• Le Fil Rouge | Paola Barbato

     

     

    Que fait un homme quand il se retrouve face à l’assassin de son enfant?

    Antonio Lavezzi mène une existence solitaire et monotone depuis le jour où Michela, sa fille de treize ans, a été sauvagement assassinée. Sa femme l’a quitté, et le meurtrier n’a jamais été arrêté. Antonio travaille dans le bâtiment avec un ami d’enfance. Ce dernier lui présente inlassablement de petites amies potentielles qui ne l’intéressent pas. Lorsqu’un corps est découvert sur le chantier dont il est responsable, des éléments troublants amènent Antonio à penser que cette affaire et son histoire personnelle sont liées. Contacté par un homme mystérieux, baptisé l’Assassin, qui lui ordonne d'exécuter des criminels ayant échappé à la justice, Antonio décide d’obéir et va s’extraire peu à peu de sa torpeur et de son silence. L'Assassin semble savoir qui a tué Michela, et Antonio, pris dans une spirale meurtrière, est plus que déterminé à venger sa fille.
    Paola Barbato impose une fois de plus sa vision et son style uniques : le schéma de vengeance privée à l’œuvre est savamment imaginé et décrit. Le Fil rouge, c’est à la fois un Crime de l’Orient-Express moderne et un Dexter à l’italienne.

     

     

    Je remercie les Éditions Denoël et Clélia pour m'avoir permis de découvrir ce titre.

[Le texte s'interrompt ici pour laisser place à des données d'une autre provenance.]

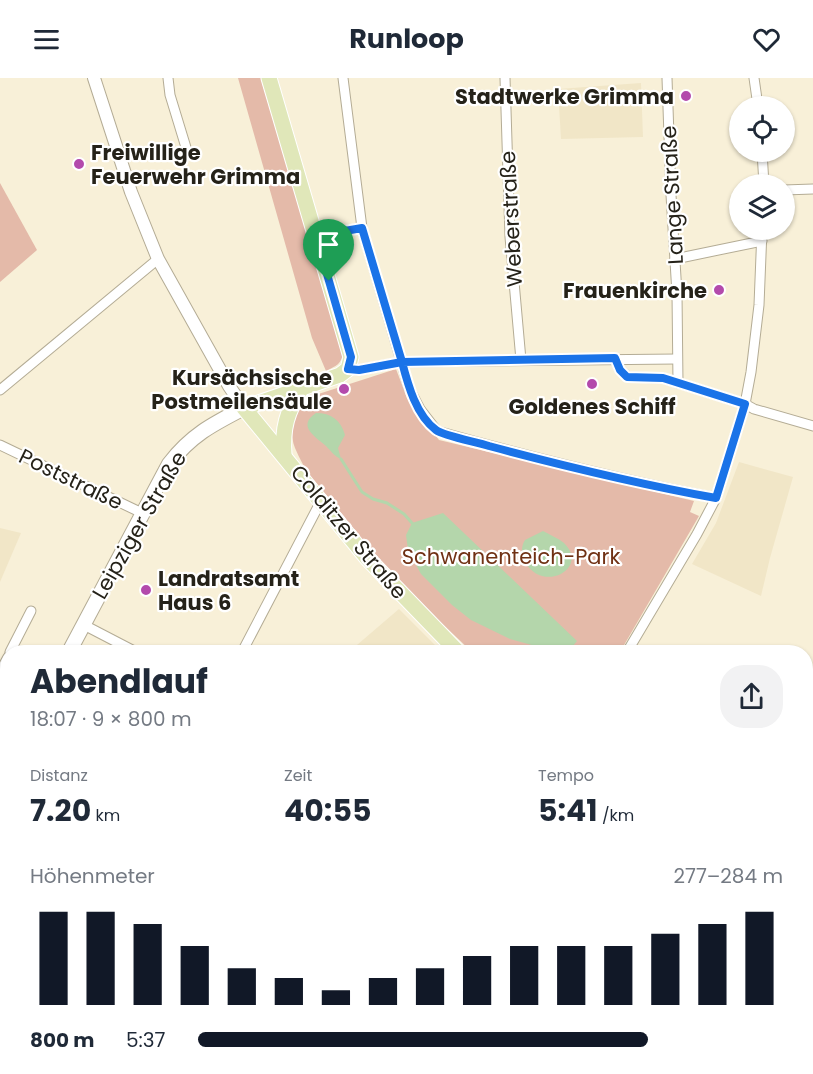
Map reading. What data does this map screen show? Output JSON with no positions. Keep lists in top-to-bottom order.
{
  "streets": {
    "main road": ["Leipziger Straße", "Colditzer Straße"],
    "street": ["Lange Straße", "Weberstraße", "Poststraße"]
  },
  "crossings": [
    ["Lange Straße", "Leipziger Straße"],
    ["Weberstraße", "Leipziger Straße"],
    ["Poststraße", "Leipziger Straße"],
    ["Leipziger Straße", "Colditzer Straße"]
  ],
  "parks": ["Schwanenteich-Park"],
  "places": [
    "Stadtwerke Grimma",
    "Freiwillige Feuerwehr Grimma",
    "Frauenkirche",
    "Goldenes Schiff",
    "Kursächsische Postmeilensäule",
    "Landratsamt Haus 6"
  ],
  "page": {
    "header": "Runloop",
    "heading": ["Abendlauf", "18:07 · 9 × 800 m"],
    "stats": [
      ["Distanz", "7.20 km"],
      ["Zeit", "40:55"],
      ["Tempo", "5:41 /km"]
    ],
    "chart": ["Höhenmeter", "277–284 m"],
    "list": [
      {
        "name": "800 m",
        "note": "5:37"
      }
    ]
  }
}
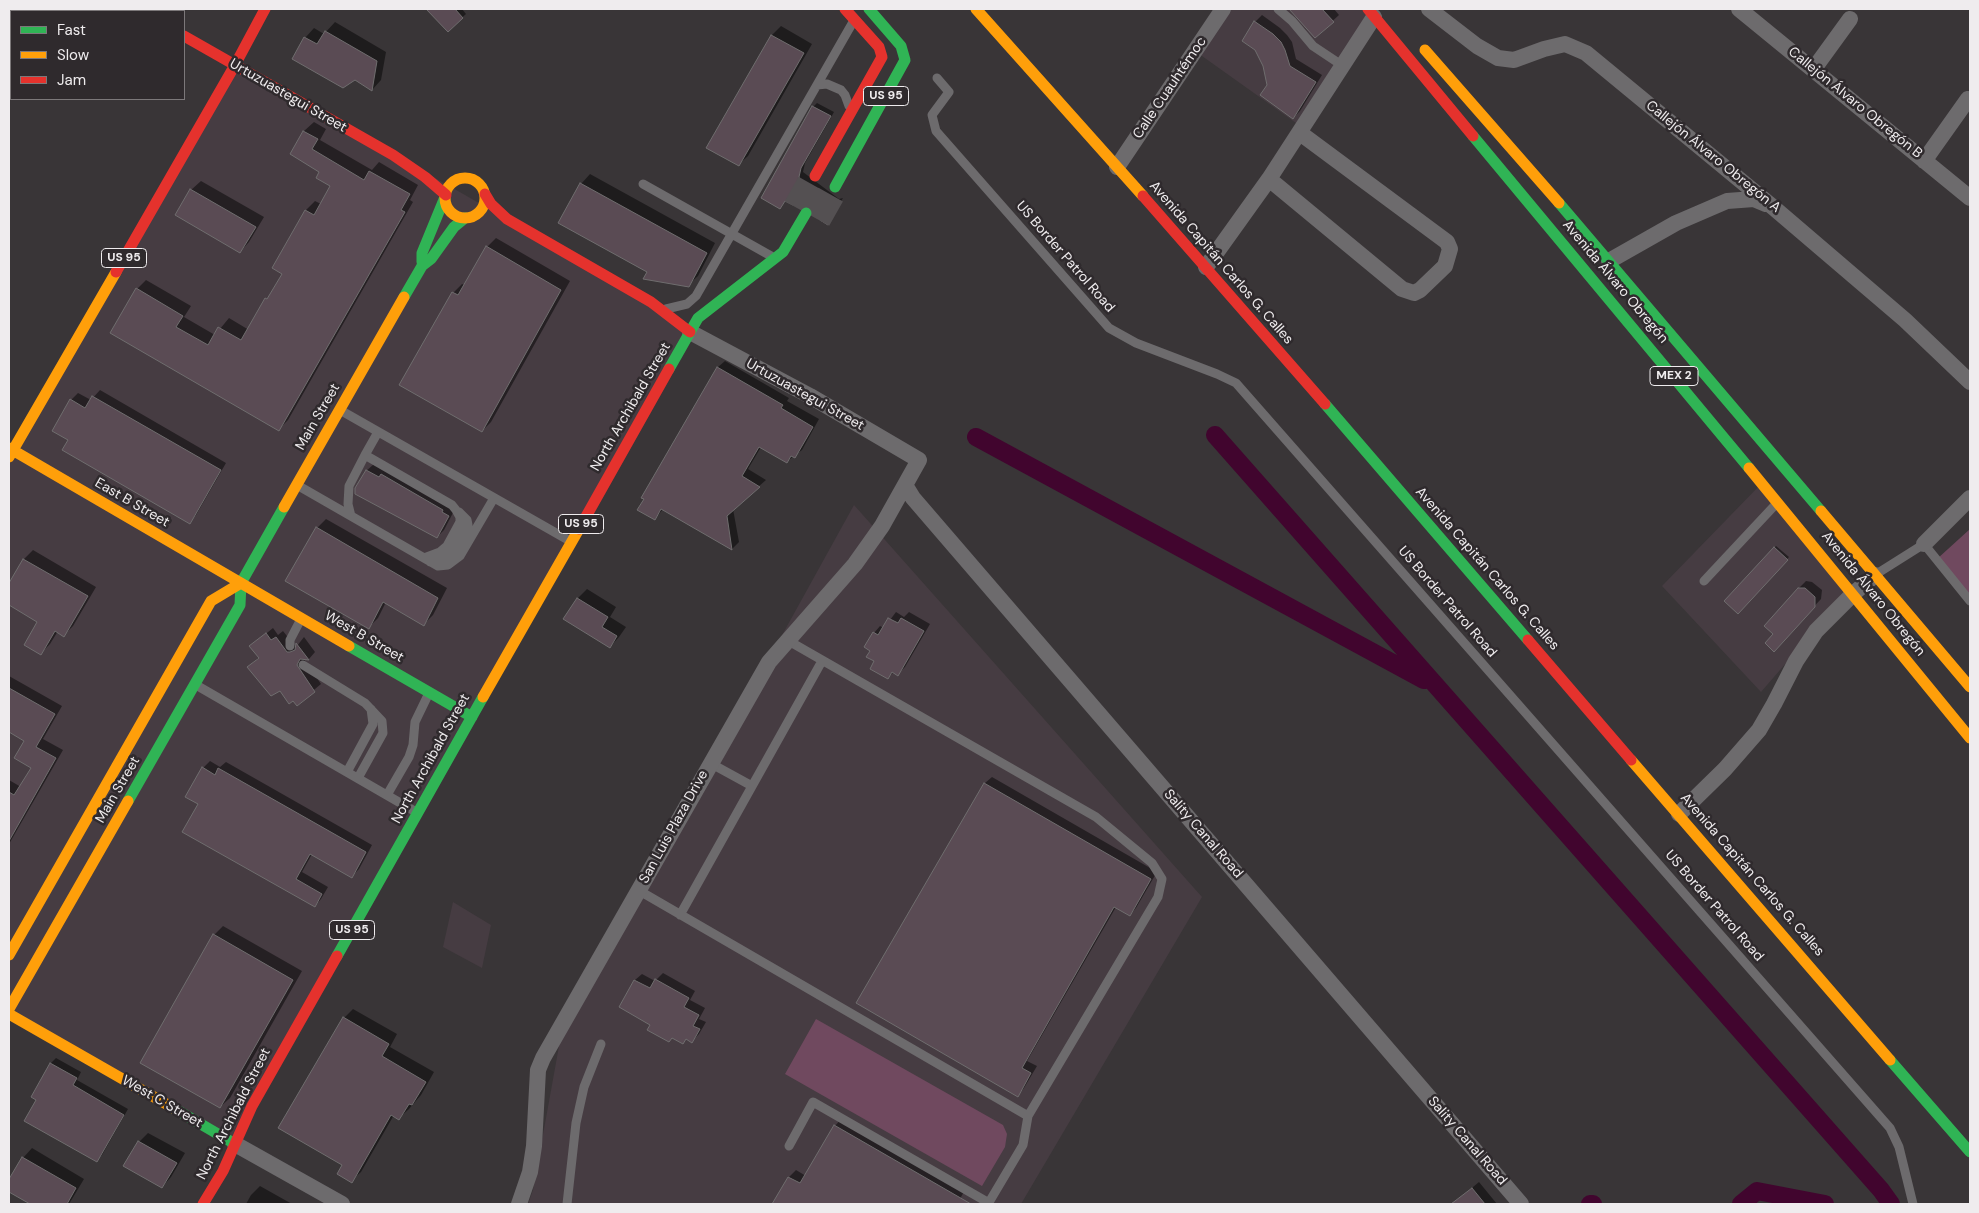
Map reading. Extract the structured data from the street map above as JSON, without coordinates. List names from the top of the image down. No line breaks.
{"streets":{"main road":["Urtuzuastegui Street","US 95","Avenida Capitán Carlos G. Calles","Avenida Álvaro Obregón","MEX 2","North Archibald Street","Main Street","East B Street","West B Street","West C Street"],"street":["Calle Cuauhtémoc","Callejón Álvaro Obregón B","Callejón Álvaro Obregón A","San Luis Plaza Drive","Sality Canal Road"],"lane":["US Border Patrol Road"]},"crossings":[["Calle Cuauhtémoc","Avenida Capitán Carlos G. Calles"],["Urtuzuastegui Street","US 95"],["Urtuzuastegui Street","North Archibald Street"],["Urtuzuastegui Street","Main Street"],["Urtuzuastegui Street","San Luis Plaza Drive"],["Urtuzuastegui Street","Sality Canal Road"],["US 95","North Archibald Street"],["US 95","East B Street"],["North Archibald Street","West B Street"],["North Archibald Street","West C Street"],["Main Street","East B Street"],["Main Street","West B Street"],["East B Street","West B Street"],["San Luis Plaza Drive","Sality Canal Road"]],"legend":["Fast","Slow","Jam"]}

    J'avais eu un véritable coup de cœur l'an dernier pour le premier roman paru en français de cette auteur italienne, A mains nues. C'est donc avec joie que j'ai appris qu'un autre de ses titres arrivait dans nos contrées, et je l'ai donc tout de suite demandé. Ce fut une lecture agréable mais loin du choc que j'ai eu lors de ma précédente lecture.

    On retrouve sans mal la plume de l'auteur, très oppressante par moments et, je l'avoue, parfois insoutenable vers la fin, malgré un retournement de situation que je n'ai pas vu venir !

    L'intrigue est très originale et nous embarque sans peine, même si j'ai trouvé le temps long par moments. Le bon point, c'est que je n'avais pas deviné l'identité du (de la) coupable. Et la toute fin est extraordinaire ! Malgré cela, je dois avouer que je me suis assez ennuyée tout au long de ma lecture, peut-être parce que je suis en panne livresque depuis quelques semaines...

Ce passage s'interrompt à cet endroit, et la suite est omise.